Andor Newton is one example.

Preliminary conclusion: we can make the IOC work with the shutter-closing timestamp, and timing system has the shutter-opening timestamp

Requirements:

• has to be joined to the "shutter closing" event, so it needs that timestamp (Dan says natural idea in IOC is timestamping with shutter-opening trigger).  Possible hack: use two different event-codes: one for opening the shutter (IOC ignores this one) and one for closing the shutter (IOC listens to this one for the timestamp).  
• data would contain the "shutter opening" timestamp: the makes the recorded data a more complicated structure, but maybe not: Matt points out that the timing system already has this information, so no need to complicate the data structure.

All of this requires event-code sequencing (complex).

(uncommon) Maybe not all experiments require precise timestamping: could use imprecise software triggering (python script, human doing something on keyboard?).  Dan thinks they always need to know the precise shots.

These two requirements suggest we might want to consider moving away from IOC/PV/AreaDetector reuse and use a standalone program, but maybe the hacks above would work?

RIX says they want this "in the future" (see the sub-page Integrating Detectors in RIX)

psana Design Options

(discussion on March 16, 2022)

simple timestamp example:

andor (1hz): s  4s  8 (s=start of integration)
hsd   (4hz): 12345-78 (minus=missing shot)

batch size now has to keep three things happy:
- performance/efficiency
- integrating detectors
- batching memory, which is only for small data (hopefully we can deal with this)
  o big data isn't batched, handled on event-by-event basis, and
    memory is handled naturally, so not a problem

requirement: only one integrating detector? more is OK but they have to
be synced.
- can't support conflicting requirements from 2 detectors where an
  an event has to go to two places
- verify with experimenters

timescale is Sept. 2022

option 1:
- put batching on an andor boundary (4, 8)
  o shots 1 thru 4 go to 1 EB core and 1 BD core
- user needs to specify a "special" stream file (andor, above)
- batch size becomes dynamic.
  o current batch size is fixed: default 1000, can be set by user
  o currently last batch is dynamic
- two ideas currently: chunk-size between SMD0 and EB, and batch
size between EB and BD. both are currently fixed numbers
- could use many EB cores (unlike destination callback)
- could put multiple andor images in 1 batch for efficiency

option 2:
workaround? maybe we could reuse the destination callback?
- has a limitation that we can only use 1 EB core
- Mona thinks that if "we" control destination callback then
  we can perhaps have more than 1 EB core.  SMD0 has to be in-charge

Question emailed to hutch scientists on mar 16, 2022:

As we move to higher rates we are thinking of ways we can support “integrating detectors”, e.g. a slow 1Hz camera running with a 1MHz high-speed detector (e.g. hsd) where you need to analyze precisely all 1MHz shots that contributed to the slow image (assuming that the slow device’s “shutter" is precise, which is likely not true for all devices … that’s a separate issue).

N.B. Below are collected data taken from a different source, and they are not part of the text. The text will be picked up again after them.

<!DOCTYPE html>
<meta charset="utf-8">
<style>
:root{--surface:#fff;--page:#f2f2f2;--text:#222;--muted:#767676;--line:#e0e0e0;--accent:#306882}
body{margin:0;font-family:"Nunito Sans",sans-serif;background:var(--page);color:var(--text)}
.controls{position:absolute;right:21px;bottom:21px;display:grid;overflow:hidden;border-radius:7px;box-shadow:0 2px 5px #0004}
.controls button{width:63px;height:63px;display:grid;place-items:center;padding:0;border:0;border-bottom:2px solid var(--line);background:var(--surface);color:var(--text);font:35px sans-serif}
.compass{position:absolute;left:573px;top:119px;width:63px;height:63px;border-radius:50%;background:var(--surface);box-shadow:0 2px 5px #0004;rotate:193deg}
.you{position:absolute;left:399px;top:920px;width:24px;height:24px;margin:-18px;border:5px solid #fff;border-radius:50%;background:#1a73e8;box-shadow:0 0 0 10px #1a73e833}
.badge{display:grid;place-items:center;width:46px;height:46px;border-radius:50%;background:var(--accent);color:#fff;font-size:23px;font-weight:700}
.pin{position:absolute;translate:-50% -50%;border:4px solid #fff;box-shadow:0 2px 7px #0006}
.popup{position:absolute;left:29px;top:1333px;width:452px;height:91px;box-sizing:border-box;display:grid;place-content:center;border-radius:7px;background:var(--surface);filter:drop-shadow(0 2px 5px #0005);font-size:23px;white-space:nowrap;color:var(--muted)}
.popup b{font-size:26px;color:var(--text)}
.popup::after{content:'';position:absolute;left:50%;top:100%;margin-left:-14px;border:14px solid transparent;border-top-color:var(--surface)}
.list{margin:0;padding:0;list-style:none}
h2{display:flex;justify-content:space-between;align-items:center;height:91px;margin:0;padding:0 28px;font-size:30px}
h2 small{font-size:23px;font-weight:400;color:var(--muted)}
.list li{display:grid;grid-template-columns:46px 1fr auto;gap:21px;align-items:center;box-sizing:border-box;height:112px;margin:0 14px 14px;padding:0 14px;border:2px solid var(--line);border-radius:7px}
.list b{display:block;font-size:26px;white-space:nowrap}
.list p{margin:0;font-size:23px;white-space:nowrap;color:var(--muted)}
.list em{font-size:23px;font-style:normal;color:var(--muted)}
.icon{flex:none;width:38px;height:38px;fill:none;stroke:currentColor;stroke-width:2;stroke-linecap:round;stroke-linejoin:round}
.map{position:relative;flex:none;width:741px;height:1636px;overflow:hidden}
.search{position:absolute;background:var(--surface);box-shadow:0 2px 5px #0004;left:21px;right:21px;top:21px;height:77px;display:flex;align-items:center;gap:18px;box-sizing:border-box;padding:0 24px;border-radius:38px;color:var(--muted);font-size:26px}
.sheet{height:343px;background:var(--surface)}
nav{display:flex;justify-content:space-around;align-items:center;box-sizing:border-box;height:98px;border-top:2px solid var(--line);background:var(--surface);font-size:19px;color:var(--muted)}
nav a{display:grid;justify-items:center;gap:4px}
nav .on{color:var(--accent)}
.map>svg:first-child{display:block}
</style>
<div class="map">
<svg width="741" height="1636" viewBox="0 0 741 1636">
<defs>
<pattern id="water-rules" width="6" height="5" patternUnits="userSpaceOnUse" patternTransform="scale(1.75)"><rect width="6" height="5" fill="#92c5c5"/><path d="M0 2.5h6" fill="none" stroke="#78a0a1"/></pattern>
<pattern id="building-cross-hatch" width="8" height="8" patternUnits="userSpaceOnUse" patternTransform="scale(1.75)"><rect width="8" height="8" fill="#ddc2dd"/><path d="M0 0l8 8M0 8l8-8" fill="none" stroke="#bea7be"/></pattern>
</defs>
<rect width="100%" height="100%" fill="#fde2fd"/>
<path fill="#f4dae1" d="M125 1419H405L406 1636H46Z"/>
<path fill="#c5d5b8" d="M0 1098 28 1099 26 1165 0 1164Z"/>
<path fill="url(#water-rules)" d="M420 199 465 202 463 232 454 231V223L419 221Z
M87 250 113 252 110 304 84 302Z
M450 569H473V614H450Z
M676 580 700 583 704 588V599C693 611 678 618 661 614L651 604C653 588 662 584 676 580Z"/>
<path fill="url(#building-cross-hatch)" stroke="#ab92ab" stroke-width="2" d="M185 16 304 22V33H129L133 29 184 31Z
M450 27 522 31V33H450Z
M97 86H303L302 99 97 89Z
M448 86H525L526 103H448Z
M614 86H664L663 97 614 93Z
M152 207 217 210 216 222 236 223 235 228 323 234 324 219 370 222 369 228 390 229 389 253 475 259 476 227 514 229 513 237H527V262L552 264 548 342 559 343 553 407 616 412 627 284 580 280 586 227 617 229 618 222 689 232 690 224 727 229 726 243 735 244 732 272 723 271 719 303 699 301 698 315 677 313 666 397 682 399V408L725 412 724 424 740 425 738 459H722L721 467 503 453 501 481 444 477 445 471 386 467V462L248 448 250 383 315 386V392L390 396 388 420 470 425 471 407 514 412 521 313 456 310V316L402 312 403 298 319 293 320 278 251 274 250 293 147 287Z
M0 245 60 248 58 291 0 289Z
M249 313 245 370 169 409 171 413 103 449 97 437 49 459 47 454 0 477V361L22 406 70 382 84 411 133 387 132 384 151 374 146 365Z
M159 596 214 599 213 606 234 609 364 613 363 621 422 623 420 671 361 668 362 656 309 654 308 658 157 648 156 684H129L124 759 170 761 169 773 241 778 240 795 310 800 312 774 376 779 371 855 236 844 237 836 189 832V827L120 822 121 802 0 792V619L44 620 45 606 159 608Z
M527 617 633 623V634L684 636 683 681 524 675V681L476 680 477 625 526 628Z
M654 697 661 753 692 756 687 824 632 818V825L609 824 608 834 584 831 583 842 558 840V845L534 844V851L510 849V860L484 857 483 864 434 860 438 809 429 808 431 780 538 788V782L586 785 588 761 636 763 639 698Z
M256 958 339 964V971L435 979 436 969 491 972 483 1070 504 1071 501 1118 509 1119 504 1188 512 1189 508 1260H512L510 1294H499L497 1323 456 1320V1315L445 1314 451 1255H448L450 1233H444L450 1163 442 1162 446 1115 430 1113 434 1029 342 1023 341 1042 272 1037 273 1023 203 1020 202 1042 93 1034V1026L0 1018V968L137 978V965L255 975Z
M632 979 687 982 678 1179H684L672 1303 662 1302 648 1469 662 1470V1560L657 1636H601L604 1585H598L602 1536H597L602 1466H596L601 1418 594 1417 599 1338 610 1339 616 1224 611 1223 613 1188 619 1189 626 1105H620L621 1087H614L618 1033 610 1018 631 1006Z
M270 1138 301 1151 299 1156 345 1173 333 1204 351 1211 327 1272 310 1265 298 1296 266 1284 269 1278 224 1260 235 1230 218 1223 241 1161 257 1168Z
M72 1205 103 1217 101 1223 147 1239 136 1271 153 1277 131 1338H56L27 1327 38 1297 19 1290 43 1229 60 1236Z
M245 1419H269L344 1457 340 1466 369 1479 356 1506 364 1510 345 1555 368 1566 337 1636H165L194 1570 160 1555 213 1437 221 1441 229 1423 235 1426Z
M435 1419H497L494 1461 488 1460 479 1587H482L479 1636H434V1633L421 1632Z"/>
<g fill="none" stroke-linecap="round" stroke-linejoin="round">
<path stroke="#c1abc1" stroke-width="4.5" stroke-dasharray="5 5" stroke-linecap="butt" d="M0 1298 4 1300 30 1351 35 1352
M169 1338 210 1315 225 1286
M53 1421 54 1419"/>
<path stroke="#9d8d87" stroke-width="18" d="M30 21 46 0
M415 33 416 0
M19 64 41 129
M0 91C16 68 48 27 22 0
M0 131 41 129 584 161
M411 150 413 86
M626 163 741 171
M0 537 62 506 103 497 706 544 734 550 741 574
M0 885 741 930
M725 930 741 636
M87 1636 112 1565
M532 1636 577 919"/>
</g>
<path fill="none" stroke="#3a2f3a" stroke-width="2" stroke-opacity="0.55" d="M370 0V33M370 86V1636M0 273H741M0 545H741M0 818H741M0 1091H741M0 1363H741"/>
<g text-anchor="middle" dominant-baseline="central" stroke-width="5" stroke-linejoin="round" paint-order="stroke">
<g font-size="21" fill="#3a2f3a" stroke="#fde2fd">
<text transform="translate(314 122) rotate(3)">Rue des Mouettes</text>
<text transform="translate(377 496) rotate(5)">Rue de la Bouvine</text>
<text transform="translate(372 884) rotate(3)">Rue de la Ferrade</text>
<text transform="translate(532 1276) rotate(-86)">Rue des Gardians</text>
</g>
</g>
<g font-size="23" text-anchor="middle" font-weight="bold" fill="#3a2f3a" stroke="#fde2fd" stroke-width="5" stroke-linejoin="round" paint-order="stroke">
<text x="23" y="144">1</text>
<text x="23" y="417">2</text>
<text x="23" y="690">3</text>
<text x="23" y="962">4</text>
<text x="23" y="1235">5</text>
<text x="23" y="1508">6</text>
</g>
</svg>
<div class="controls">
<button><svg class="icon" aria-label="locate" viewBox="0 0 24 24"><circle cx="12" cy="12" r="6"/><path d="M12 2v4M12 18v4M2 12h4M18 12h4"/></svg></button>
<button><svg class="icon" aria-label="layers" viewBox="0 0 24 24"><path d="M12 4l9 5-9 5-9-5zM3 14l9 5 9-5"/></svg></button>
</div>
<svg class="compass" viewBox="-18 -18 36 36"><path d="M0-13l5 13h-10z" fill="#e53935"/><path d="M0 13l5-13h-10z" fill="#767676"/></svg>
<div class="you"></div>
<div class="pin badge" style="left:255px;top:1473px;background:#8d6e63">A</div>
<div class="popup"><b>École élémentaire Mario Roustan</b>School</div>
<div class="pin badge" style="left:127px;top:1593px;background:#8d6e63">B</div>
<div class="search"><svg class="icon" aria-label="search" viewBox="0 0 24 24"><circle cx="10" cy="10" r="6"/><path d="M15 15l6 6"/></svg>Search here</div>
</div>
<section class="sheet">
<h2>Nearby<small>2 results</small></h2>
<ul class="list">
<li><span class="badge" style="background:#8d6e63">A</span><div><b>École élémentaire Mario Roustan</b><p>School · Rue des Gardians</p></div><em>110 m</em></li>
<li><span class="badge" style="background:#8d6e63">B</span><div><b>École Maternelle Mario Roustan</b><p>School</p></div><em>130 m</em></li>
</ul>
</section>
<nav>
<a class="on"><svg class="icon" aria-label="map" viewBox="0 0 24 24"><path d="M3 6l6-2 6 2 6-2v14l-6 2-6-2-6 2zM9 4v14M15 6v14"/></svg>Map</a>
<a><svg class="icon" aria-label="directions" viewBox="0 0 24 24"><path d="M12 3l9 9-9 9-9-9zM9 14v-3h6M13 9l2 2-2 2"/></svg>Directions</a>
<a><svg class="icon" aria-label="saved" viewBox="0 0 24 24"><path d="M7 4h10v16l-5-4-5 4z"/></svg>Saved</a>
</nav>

It will be difficult for us to support arbitrary integration periods for multiple detectors, e.g. detector1 integrating over shots 1,2,3 (and 4,5,6) while detector2 integrates over 1,2,3,4 (and 5,6,7,8).  We think we can support multiple detectors with one integrating at a “highest harmonic” (e.g. 1,2,3 then 4,5,6) and another simultaneously integrating in the same way, or at an integer “lower harmonic" (e.g., 1,2,3,4,5,6 then 7,8,9,10,11,12)

My question: can you let us know if you foresee that the above “highest harmonic” requirement would not be sufficient for your experiments?